The root of the word "library" comes from the Latin liber, which is what Virgil and Ovid and the gang called tree bark. Peeled carefully from a trunk, bark proved a serviceable writing surface. So it's fitting that a library remains a building filled with parts of trees, now pulped and pressed.
No wonder that the libraries saluted in "Libraries of Minnesota" (Minnesota Historical Society Press, $24.95) appear to have literal roots that extend not only into the neat lots of Bayport and Warroad and St. Anthony, but into readers who, despite Kindle and Google and YouTube, use their library cards.
For their part, the librarians probably saw me as a shy kid who liked to read and preferred to be left to his own devices. ... They understand that sometimes the best to way attach a book to a boy is to leave him to find it on his own.
-- Pete Hautman
Hautman is one of seven Minnesota writers who reflect on libraries' place in their lives. He and Nancy Carlson, Will Weaver, Kao Kalia Yang, David LaRochelle, John Coy and Marsha Wilson Chall write with what can only be called a sense of yearning. As writers of books for children and young adults, the focus on their own early experiences makes sense. But they also know that the reading rooms of their youth, with their shushing librarians, are evolving.
Major changes are occurring in the ways we read, the ways we tell stories, and the ways we gather information. I believe that public libraries are more important now than ever. ... They provide a public symbol of the equal opportunity we espouse.
-- John Coy
In Newport Beach, Calif., the city is considering a bookless library. The idea is to replace the current library with a community center that has a kiosk with video-calling software through which you could order a book, which would be dropped off at a locker.
In San Antonio, the University of Texas' new engineering and technology library contains little that resembles dead trees. Instead, there is access to 425,000 e-books and 18,000 e-journal subscriptions.
Perhaps because of the persistent image of the shushing librarian, libraries seem to struggle with tooting their own horns, which hasn't helped their case when it comes to the challenges of funding. It comes as a small shock to learn that in the heyday of the Roman Empire, each emperor strove to open many public libraries in an attempt to outdo his predecessor.

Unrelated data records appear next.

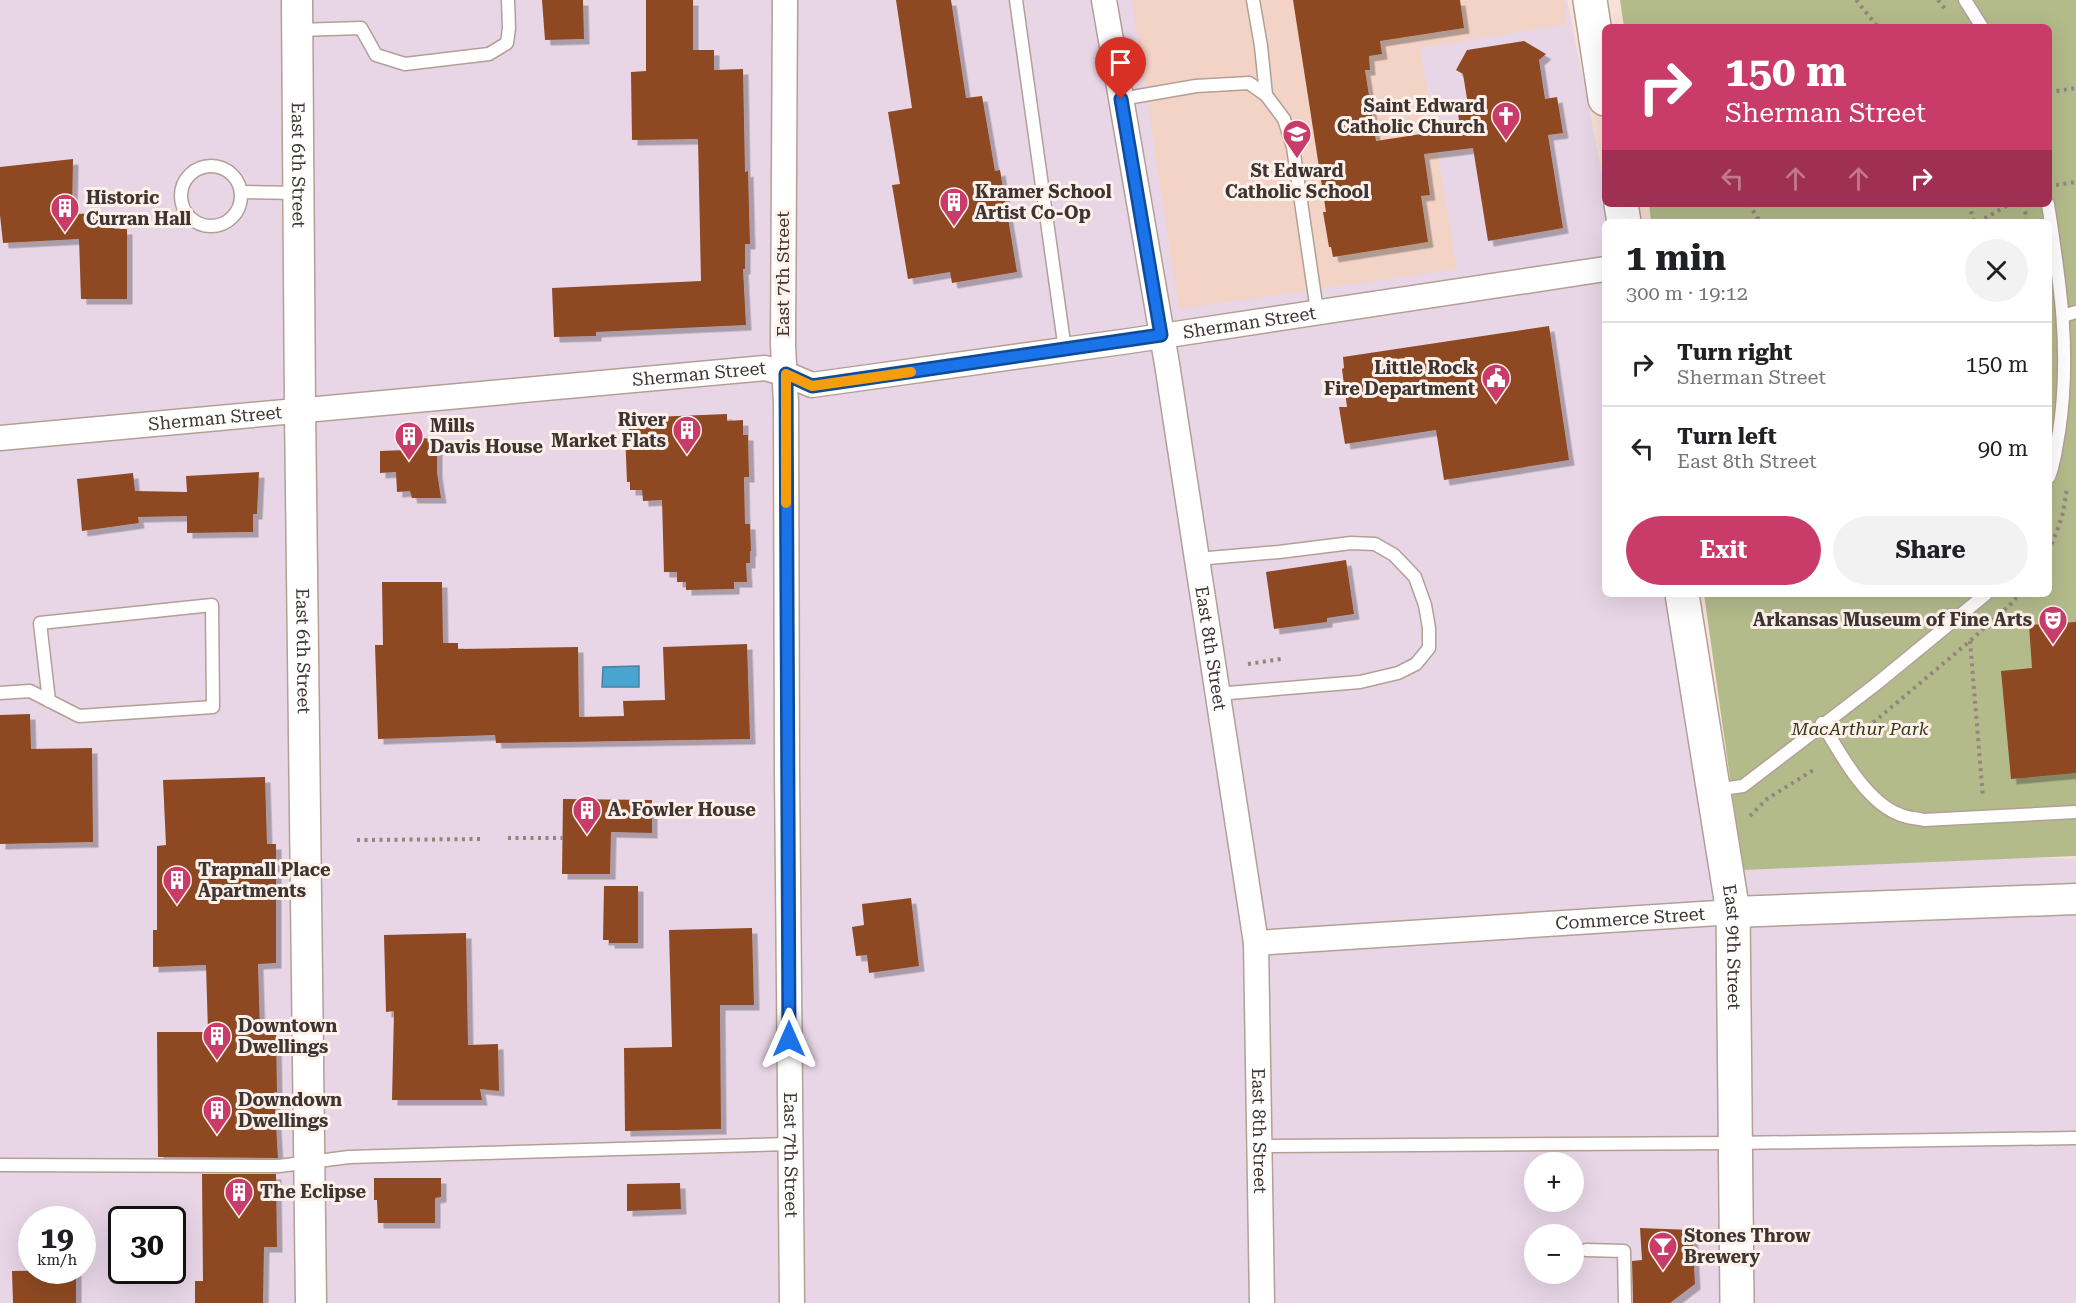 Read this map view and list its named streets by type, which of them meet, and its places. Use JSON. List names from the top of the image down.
{
  "streets": {
    "main road": ["East 9th Street"],
    "street": [
      "East 6th Street",
      "East 7th Street",
      "Sherman Street",
      "East 8th Street",
      "Commerce Street"
    ]
  },
  "crossings": [
    ["East 6th Street", "Sherman Street"],
    ["East 7th Street", "Sherman Street"],
    ["Sherman Street", "East 8th Street"],
    ["East 8th Street", "Commerce Street"],
    ["Commerce Street", "East 9th Street"]
  ],
  "parks": ["MacArthur Park"],
  "places": {
    "church": ["Saint Edward Catholic Church"],
    "school or university": ["St Edward Catholic School"],
    "building": [
      "Kramer School Artist Co-Op",
      "Historic Curran Hall",
      "River Market Flats",
      "Mills Davis House",
      "A. Fowler House",
      "Trapnall Place Apartments",
      "Downtown Dwellings",
      "Downdown Dwellings",
      "The Eclipse"
    ],
    "public building": ["Little Rock Fire Department"],
    "theatre": ["Arkansas Museum of Fine Arts"],
    "bar": ["Stones Throw Brewery"]
  },
  "page": {
    "turn": ["150 m", "Sherman Street"],
    "heading": ["1 min", "300 m · 19:12"],
    "list": [
      {
        "name": "Turn right",
        "note": "Sherman Street",
        "value": "150 m"
      },
      {
        "name": "Turn left",
        "note": "East 8th Street",
        "value": "90 m"
      }
    ],
    "buttons": ["Exit", "Share"],
    "map_buttons": ["+", "−"],
    "speed": "19 km/h",
    "limit": "30"
  }
}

But sometimes my library ears cannot tune out the words on the page talking inside my head, and sometimes I am sure I hear the words read in other people's heads.
-- Marsha Wilson Chall
Finland has the highest number of registered book borrowers per capita in the world, with more than half its population possessing a library card.
A federal study of U.S. book circulation found that a typical public library user in the years between 1856 and 1978 borrowed about 15 books per year. There was a brief spurt during the run-up to World War II when Americans saw newsreel footage of Nazi soldiers burning books. According to an article in History magazine, they embraced libraries, figuring that "if the fascists were against them, there must be something good about them."
From 1978 to 2004, book circulation per user declined by half, supplanted by an increase in people checking out films and videos.
Sometimes the older girl read to the younger one and their baby brother and sisters. ... the way she turned the pages of a book while holding it up so the pictures could be shared was ever so gentle. The dry pages rustled only a little, a tiny window opened with each flip of a page, and a whole world unfolded.
-- Kao Kalia Yang
For all of its words, "Libraries of Minnesota" essentially is a photo book, the latest in photographer Doug Ohman's series of books funded through the Legacy Amendment that dedicates part of the state's sales tax to improving the environment and the culture. His photos of almost 70 libraries range from one reclaimed from an old liquor store to elegant Carnegie castles to modern glass-walled, high-tech resource centers.
If you look closely at the southwest corner of each building, squinting a bit, you can almost see the knob of a tree root, anchoring this storehouse of Seuss and Shakespeare to its neighborhood.